> TASK DESCRIPTION:
Word for word, restate the records from their first line through the line with "M1414 845 1465", both ends included; omit each picture.

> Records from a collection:
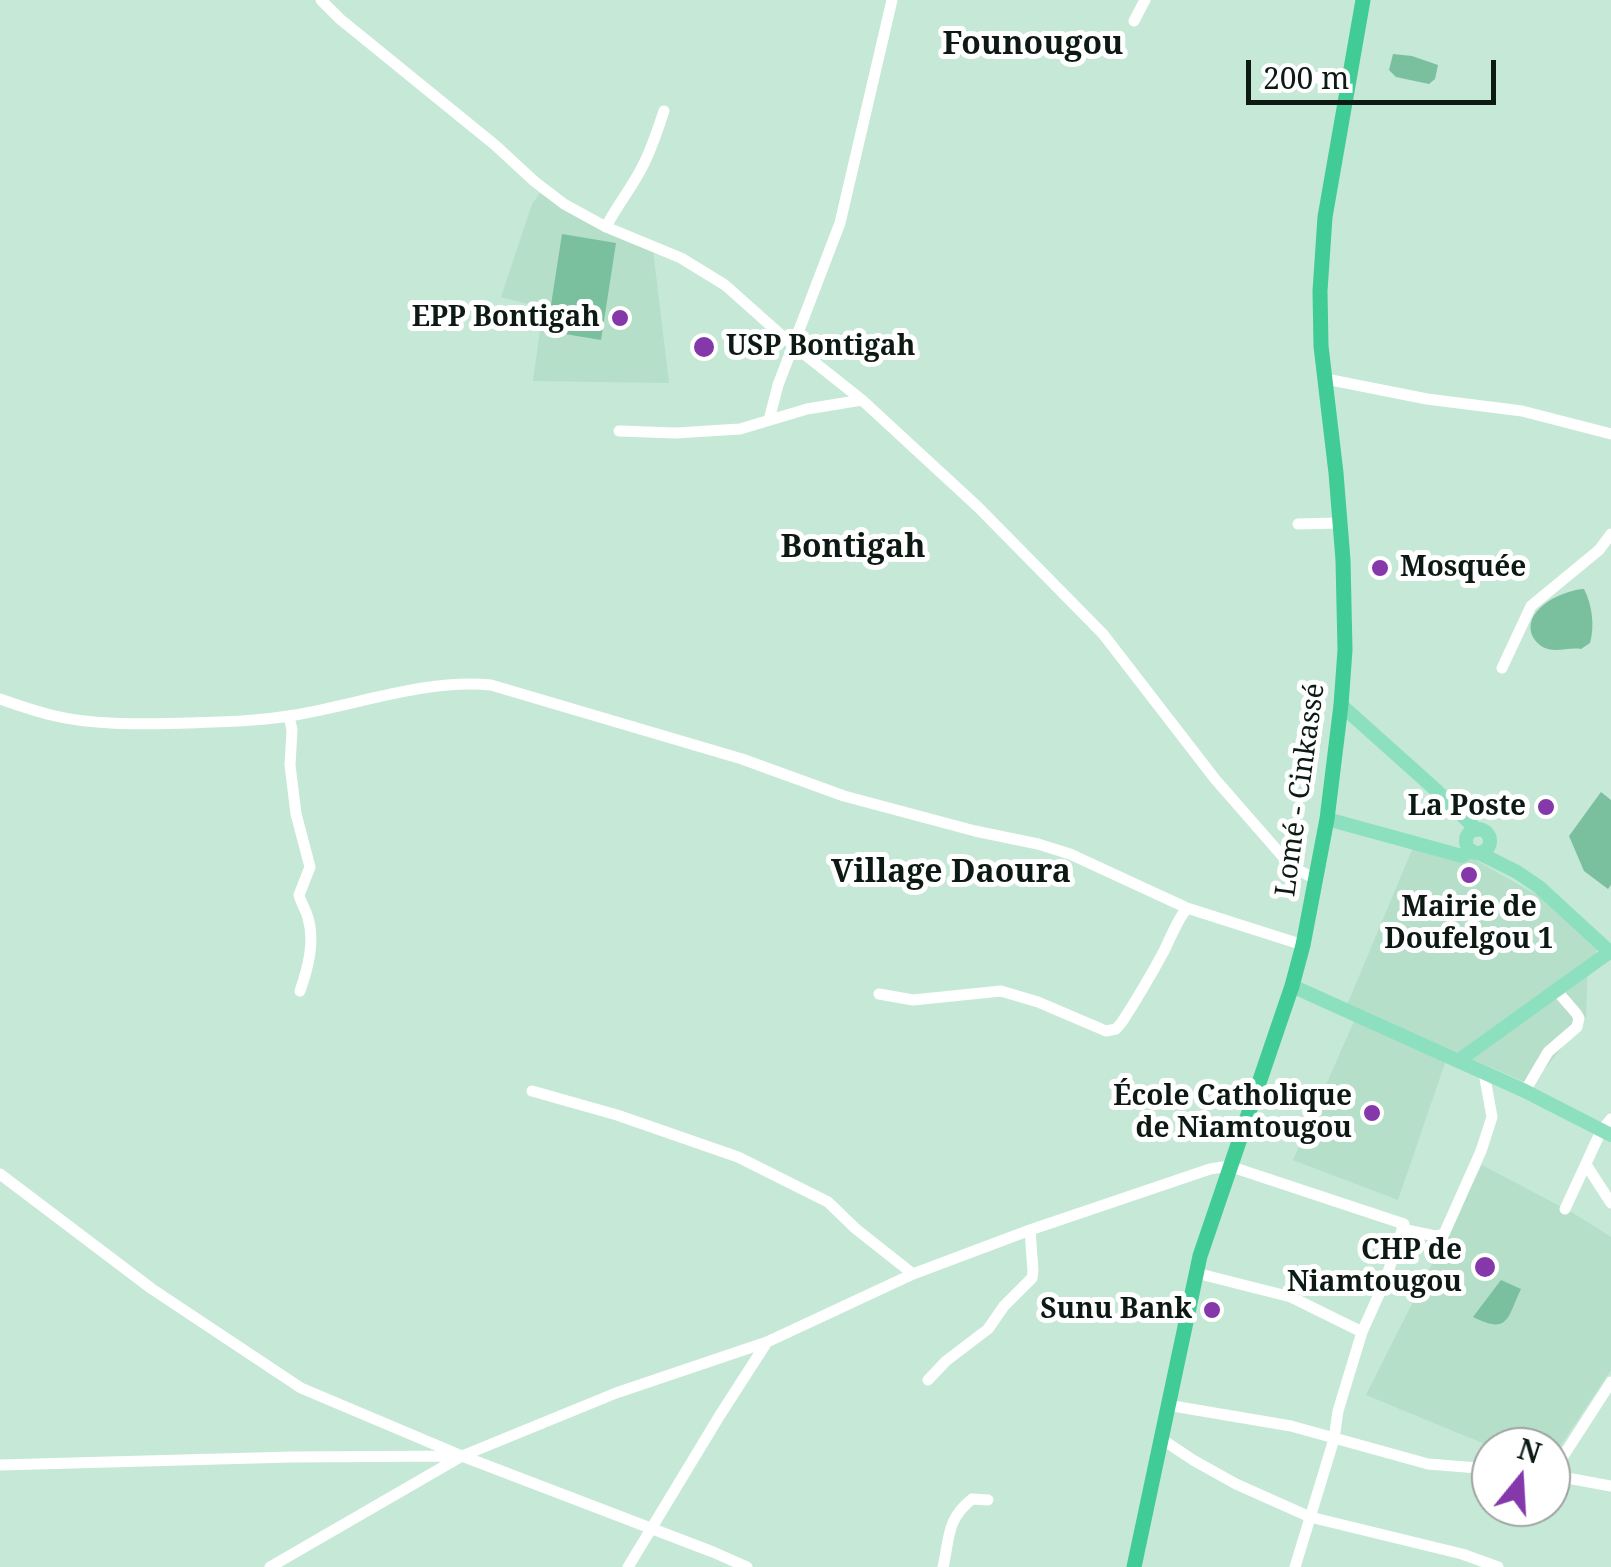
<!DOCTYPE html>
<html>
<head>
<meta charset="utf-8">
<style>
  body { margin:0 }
  #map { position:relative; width:1611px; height:1567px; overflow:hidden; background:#c6e8d6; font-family:"Noto Serif",serif }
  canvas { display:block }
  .north { position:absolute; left:1471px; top:1427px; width:100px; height:100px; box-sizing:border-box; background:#fff; border:2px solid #9ea3a1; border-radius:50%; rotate:18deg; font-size:28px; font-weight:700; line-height:40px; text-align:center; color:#0d1a14 }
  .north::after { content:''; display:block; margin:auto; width:35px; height:45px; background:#8538aa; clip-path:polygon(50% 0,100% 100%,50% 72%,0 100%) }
  .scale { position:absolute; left:1246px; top:60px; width:250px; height:45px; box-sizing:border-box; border:5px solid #0d1a14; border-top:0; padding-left:12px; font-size:30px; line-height:35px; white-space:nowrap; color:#0d1a14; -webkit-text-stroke:8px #fff; paint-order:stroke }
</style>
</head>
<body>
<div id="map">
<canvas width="1611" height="1567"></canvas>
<div class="north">N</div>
<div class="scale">200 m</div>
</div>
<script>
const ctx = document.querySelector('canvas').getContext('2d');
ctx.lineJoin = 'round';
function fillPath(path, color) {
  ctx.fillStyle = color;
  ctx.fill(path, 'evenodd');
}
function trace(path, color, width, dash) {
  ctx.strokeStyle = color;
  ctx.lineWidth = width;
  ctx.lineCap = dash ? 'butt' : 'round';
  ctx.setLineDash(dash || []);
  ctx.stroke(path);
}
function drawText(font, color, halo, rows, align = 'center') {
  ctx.font = font + ' "Noto Serif",serif';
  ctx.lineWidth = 10;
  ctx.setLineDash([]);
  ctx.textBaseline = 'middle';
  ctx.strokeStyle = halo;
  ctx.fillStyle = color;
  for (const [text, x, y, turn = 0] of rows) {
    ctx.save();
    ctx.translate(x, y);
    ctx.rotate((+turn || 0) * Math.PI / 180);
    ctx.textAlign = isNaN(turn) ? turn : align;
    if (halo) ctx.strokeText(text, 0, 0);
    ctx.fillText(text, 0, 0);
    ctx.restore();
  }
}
const built = new Path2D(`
  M540 193 567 211 653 250 669 383 533 381 543 308 501 297 532 204Z
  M1414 845 1465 854 1542 898 1600 946 1588 964 1586 1017 1532 1085 1347 1005Z
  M1355 1019 1446 1060 1398 1200 1293 1160Z
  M1482 1165 1573 1213 1611 1237V1370L1551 1460V1447H1492L1366 1395Z`);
const green = new Path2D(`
  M1393 54 1412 56 1438 65 1435 79 1429 84 1396 77 1389 70Z
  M562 234 616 243 601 340 547 331Z
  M1584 589C1592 604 1595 626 1590 643L1581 649C1570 647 1558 652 1548 649 1540 647 1533 640 1531 632 1526 607 1564 590 1584 589Z
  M1601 792 1611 800V885L1608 889 1584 871 1569 836Z
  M1501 1280 1521 1289C1507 1318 1509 1335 1473 1317Z`);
const minor = new Path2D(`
  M321 0 340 19 495 145 534 181 564 204 606 227 681 258 725 285 789 342 862 400 978 507 1103 634 1215 779 1291 866 1315 879
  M1134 21 1145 0
  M1303 75 1348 84
  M606 227C616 207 630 190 640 171 651 152 657 131 664 111
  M1326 379 1427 399 1522 411 1611 434
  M769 420 778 385 840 223 892 0
  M619 431 676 433 740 429 807 409 862 400
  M1298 524 1340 523
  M1502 668 1531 606 1599 550 1611 534
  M0 699C17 705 34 711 51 715 95 726 143 724 188 723 224 722 260 721 295 715 360 704 425 679 491 685L742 759 844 796 975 831 1038 844 1070 854 1187 908 1303 945
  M289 716 292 730 290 765 296 814 310 867 299 895C301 903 306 910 308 918 315 942 308 968 300 991
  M879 994 913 1000 1001 991 1038 1002 1106 1031 1116 1029 1122 1022C1137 999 1151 975 1164 951 1172 935 1176 922 1187 908
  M532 1091 617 1115 738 1157 828 1202 856 1229 913 1274
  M1525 1091 1548 1052 1577 1027 1579 1018 1576 1013 1556 990
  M1587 1166 1611 1203
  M0 1174 152 1289 301 1388 462 1456 713 1552 747 1567
  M1565 1209 1601 1131 1611 1119
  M1402 1229 1435 1236 1444 1234 1481 1151 1492 1117 1484 1073
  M1196 1273 1291 1297 1362 1332
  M928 1380 946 1361 988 1329 1004 1306 1032 1278 1033 1271 1030 1230
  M1611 1382 1551 1475 1611 1486
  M1167 1405 1291 1426 1428 1464 1491 1469
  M1160 1438 1193 1460 1236 1484 1310 1517 1462 1554 1498 1567
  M0 1465 291 1457 458 1456
  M270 1567 462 1456 616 1393 767 1342 913 1274 1030 1230 1210 1169 1229 1166 1404 1224 1385 1281 1362 1332 1338 1411 1334 1439 1295 1567
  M628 1567 720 1415 767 1342
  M943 1567C950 1537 946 1520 972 1499L988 1500`);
const major = new Path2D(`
  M1341 705 1436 790 1477 830
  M1327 819 1462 856 1471 850
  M1466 841a12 12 0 1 1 24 0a12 12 0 1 1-24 0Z
  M1479 853 1517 872 1539 887 1611 953
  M1292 986 1525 1091 1611 1135
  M1458 1061 1611 951`);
const highway = new Path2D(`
  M1134 1567 1200 1256 1292 986 1303 945 1327 819 1341 705 1345 650 1343 560 1336 473 1321 346 1320 291 1325 217 1363 0`);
const markers = [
  [620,318,10,"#8538aa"],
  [704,347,12,"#8538aa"],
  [1380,568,10,"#8538aa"],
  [1546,807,10,"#8538aa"],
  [1469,875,10,"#8538aa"],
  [1372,1113,10,"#8538aa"],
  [1485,1267,12,"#8538aa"],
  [1212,1310,10,"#8538aa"]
];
const poiNames = [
  ["EPP Bontigah",600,318],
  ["USP Bontigah",726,347,"left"],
  ["Mosquée",1400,568,"left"],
  ["La Poste",1526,807],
  ["Mairie de",1469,908,"center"],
  ["Doufelgou 1",1469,940,"center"],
  ["École Catholique",1352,1097],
  ["de Niamtougou",1352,1129],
  ["CHP de",1462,1251],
  ["Niamtougou",1462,1283],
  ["Sunu Bank",1192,1310]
];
const streetNames = [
  ["Lomé - Cinkassé",1301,790,-82]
];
const quarterNames = [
  ["Founougou",1033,45],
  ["Bontigah",853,548],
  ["Village Daoura",951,873]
];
fillPath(built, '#b5dfc9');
fillPath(green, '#7abf9e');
trace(minor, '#fff', 11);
trace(major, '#8de0bf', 14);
trace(highway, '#41cc95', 15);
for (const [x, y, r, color] of markers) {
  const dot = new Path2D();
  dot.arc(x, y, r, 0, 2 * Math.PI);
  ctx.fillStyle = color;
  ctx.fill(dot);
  trace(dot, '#fff', 4);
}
drawText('bold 28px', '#0d1a14', '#fff', poiNames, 'right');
drawText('28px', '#0d1a14', '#fff', streetNames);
drawText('bold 32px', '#0d1a14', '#fff', quarterNames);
</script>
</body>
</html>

> THE ANSWER:
<!DOCTYPE html>
<html>
<head>
<meta charset="utf-8">
<style>
  body { margin:0 }
  #map { position:relative; width:1611px; height:1567px; overflow:hidden; background:#c6e8d6; font-family:"Noto Serif",serif }
  canvas { display:block }
  .north { position:absolute; left:1471px; top:1427px; width:100px; height:100px; box-sizing:border-box; background:#fff; border:2px solid #9ea3a1; border-radius:50%; rotate:18deg; font-size:28px; font-weight:700; line-height:40px; text-align:center; color:#0d1a14 }
  .north::after { content:''; display:block; margin:auto; width:35px; height:45px; background:#8538aa; clip-path:polygon(50% 0,100% 100%,50% 72%,0 100%) }
  .scale { position:absolute; left:1246px; top:60px; width:250px; height:45px; box-sizing:border-box; border:5px solid #0d1a14; border-top:0; padding-left:12px; font-size:30px; line-height:35px; white-space:nowrap; color:#0d1a14; -webkit-text-stroke:8px #fff; paint-order:stroke }
</style>
</head>
<body>
<div id="map">
<canvas width="1611" height="1567"></canvas>
<div class="north">N</div>
<div class="scale">200 m</div>
</div>
<script>
const ctx = document.querySelector('canvas').getContext('2d');
ctx.lineJoin = 'round';
function fillPath(path, color) {
  ctx.fillStyle = color;
  ctx.fill(path, 'evenodd');
}
function trace(path, color, width, dash) {
  ctx.strokeStyle = color;
  ctx.lineWidth = width;
  ctx.lineCap = dash ? 'butt' : 'round';
  ctx.setLineDash(dash || []);
  ctx.stroke(path);
}
function drawText(font, color, halo, rows, align = 'center') {
  ctx.font = font + ' "Noto Serif",serif';
  ctx.lineWidth = 10;
  ctx.setLineDash([]);
  ctx.textBaseline = 'middle';
  ctx.strokeStyle = halo;
  ctx.fillStyle = color;
  for (const [text, x, y, turn = 0] of rows) {
    ctx.save();
    ctx.translate(x, y);
    ctx.rotate((+turn || 0) * Math.PI / 180);
    ctx.textAlign = isNaN(turn) ? turn : align;
    if (halo) ctx.strokeText(text, 0, 0);
    ctx.fillText(text, 0, 0);
    ctx.restore();
  }
}
const built = new Path2D(`
  M540 193 567 211 653 250 669 383 533 381 543 308 501 297 532 204Z
  M1414 845 1465 854 1542 898 1600 946 1588 964 1586 1017 1532 1085 1347 1005Z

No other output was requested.